Work item
For this exercise, please reproduce the records below word for word, from the first line through the line with "What data does".

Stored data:
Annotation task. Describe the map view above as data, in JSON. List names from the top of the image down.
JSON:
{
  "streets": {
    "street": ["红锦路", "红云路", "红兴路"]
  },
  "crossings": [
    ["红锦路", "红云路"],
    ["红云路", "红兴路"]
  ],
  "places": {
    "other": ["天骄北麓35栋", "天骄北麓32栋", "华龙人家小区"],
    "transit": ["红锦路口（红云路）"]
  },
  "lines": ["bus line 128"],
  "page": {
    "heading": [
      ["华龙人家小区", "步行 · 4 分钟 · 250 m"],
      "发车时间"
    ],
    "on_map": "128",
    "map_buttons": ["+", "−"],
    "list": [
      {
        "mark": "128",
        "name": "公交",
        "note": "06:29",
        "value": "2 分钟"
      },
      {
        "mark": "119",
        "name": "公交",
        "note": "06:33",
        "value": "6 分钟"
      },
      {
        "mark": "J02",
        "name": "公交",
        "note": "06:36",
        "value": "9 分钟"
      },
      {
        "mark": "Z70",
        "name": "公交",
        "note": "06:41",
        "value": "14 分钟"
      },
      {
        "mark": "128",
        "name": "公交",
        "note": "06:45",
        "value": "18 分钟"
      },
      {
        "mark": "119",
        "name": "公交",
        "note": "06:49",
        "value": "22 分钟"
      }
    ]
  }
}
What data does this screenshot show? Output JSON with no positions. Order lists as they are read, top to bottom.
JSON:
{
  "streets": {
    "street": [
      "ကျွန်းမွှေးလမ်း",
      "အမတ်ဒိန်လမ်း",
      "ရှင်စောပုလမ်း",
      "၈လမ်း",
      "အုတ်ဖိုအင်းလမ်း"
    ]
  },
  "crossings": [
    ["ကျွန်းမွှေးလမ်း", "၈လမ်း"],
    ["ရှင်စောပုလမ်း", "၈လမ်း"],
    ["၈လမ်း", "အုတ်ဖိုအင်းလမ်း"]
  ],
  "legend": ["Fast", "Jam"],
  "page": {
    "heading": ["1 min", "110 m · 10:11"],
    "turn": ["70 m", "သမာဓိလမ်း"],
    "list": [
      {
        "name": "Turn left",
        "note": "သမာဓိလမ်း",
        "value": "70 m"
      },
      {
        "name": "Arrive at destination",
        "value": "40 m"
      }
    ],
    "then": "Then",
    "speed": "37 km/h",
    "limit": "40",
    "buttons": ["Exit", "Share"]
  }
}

Task answer
Annotation task. Describe the map view above as data, in JSON. List names from the top of the image down.
JSON:
{
  "streets": {
    "street": ["红锦路", "红云路", "红兴路"]
  },
  "crossings": [
    ["红锦路", "红云路"],
    ["红云路", "红兴路"]
  ],
  "places": {
    "other": ["天骄北麓35栋", "天骄北麓32栋", "华龙人家小区"],
    "transit": ["红锦路口（红云路）"]
  },
  "lines": ["bus line 128"],
  "page": {
    "heading": [
      ["华龙人家小区", "步行 · 4 分钟 · 250 m"],
      "发车时间"
    ],
    "on_map": "128",
    "map_buttons": ["+", "−"],
    "list": [
      {
        "mark": "128",
        "name": "公交",
        "note": "06:29",
        "value": "2 分钟"
      },
      {
        "mark": "119",
        "name": "公交",
        "note": "06:33",
        "value": "6 分钟"
      },
      {
        "mark": "J02",
        "name": "公交",
        "note": "06:36",
        "value": "9 分钟"
      },
      {
        "mark": "Z70",
        "name": "公交",
        "note": "06:41",
        "value": "14 分钟"
      },
      {
        "mark": "128",
        "name": "公交",
        "note": "06:45",
        "value": "18 分钟"
      },
      {
        "mark": "119",
        "name": "公交",
        "note": "06:49",
        "value": "22 分钟"
      }
    ]
  }
}
What data does this screenshot show? Output JSON with no positions. Order lists as they are read, top to bottom.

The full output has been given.